* [Task statement]: Scan the entries below and give the number of lines containing "align", with no accompanying words.

Recorded data
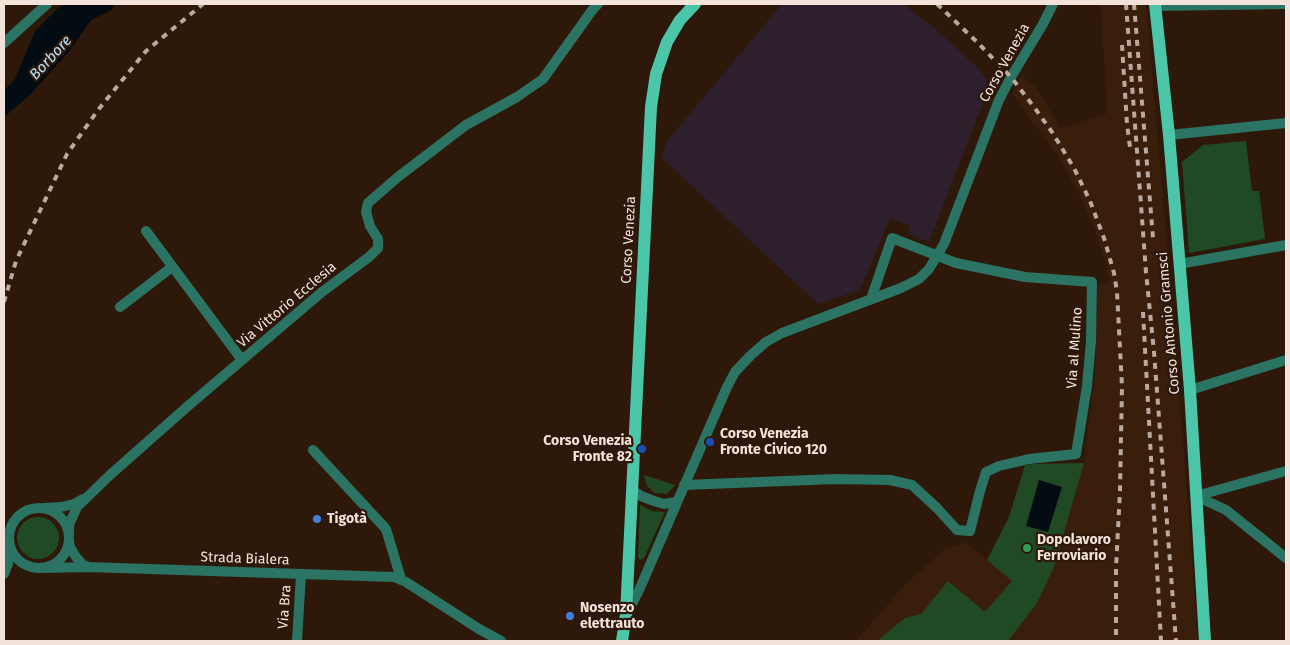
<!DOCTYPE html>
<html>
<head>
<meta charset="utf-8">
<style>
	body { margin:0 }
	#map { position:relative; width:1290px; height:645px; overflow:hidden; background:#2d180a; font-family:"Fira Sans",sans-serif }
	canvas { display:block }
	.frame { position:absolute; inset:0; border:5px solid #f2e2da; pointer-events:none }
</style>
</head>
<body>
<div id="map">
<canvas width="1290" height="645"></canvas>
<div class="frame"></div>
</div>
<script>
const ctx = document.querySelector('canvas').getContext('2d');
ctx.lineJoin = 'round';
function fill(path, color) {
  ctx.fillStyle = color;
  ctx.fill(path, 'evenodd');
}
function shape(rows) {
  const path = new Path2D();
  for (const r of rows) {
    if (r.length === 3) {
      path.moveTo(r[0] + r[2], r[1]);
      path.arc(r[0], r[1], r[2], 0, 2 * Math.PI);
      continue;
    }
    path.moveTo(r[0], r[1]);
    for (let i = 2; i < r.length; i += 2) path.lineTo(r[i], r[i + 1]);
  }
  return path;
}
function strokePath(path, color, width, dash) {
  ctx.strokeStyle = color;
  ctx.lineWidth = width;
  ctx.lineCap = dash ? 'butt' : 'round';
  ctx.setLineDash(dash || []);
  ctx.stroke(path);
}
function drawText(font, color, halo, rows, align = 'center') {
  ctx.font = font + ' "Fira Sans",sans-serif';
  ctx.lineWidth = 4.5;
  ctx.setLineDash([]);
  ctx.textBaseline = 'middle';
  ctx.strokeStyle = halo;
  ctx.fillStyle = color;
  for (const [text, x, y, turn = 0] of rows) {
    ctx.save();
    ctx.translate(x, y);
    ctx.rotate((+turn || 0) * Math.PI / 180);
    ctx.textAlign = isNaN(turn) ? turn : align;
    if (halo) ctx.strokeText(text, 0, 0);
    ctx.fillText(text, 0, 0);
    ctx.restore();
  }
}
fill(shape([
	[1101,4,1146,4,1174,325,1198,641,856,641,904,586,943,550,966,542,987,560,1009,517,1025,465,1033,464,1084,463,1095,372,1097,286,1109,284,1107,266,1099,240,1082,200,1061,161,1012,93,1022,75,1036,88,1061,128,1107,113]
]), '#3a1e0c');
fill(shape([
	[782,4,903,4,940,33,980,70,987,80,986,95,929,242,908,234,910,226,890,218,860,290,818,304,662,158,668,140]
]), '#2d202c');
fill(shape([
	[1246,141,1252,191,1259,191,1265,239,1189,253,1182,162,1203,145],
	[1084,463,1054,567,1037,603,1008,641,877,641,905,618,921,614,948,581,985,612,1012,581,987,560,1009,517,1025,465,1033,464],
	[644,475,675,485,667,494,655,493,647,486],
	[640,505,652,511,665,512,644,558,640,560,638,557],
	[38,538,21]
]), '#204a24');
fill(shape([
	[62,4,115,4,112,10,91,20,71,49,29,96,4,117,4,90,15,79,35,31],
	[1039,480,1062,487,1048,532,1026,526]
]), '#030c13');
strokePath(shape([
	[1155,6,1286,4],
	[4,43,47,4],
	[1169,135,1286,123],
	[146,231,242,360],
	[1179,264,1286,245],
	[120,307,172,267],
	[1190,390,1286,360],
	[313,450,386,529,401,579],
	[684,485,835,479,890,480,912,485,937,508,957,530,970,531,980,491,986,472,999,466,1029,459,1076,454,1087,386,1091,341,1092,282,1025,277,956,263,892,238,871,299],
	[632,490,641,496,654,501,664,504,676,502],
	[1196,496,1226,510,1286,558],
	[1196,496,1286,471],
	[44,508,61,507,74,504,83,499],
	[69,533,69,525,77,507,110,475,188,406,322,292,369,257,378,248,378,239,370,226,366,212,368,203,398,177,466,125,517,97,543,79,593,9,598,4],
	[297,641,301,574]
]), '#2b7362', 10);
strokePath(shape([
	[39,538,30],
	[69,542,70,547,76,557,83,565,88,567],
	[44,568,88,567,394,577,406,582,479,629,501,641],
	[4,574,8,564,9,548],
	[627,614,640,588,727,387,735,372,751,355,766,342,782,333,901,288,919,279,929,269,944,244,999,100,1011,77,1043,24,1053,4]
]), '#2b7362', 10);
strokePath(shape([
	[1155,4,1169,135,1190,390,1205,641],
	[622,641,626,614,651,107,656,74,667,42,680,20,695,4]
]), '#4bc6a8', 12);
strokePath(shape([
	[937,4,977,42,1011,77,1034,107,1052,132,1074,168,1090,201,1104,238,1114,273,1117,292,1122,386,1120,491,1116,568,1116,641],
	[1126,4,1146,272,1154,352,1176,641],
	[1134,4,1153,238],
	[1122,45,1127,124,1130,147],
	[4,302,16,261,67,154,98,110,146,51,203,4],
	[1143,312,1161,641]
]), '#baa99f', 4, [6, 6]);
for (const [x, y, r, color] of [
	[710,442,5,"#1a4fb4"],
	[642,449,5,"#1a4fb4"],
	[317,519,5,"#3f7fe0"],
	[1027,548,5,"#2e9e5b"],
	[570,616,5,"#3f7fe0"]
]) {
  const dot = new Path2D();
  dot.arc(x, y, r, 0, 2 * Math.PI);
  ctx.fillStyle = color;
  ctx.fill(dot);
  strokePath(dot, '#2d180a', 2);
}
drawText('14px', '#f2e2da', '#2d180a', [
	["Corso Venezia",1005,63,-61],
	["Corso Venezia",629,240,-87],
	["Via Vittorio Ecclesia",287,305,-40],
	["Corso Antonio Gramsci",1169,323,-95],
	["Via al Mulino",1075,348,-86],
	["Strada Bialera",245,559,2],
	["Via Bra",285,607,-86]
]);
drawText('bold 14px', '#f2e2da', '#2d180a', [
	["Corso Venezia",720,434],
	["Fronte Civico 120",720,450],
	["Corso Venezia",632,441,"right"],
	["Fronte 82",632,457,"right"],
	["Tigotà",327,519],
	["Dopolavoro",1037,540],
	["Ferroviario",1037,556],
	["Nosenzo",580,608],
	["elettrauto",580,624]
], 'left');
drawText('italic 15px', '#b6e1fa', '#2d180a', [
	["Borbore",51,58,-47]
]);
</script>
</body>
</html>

* [Result of this exercise]: 2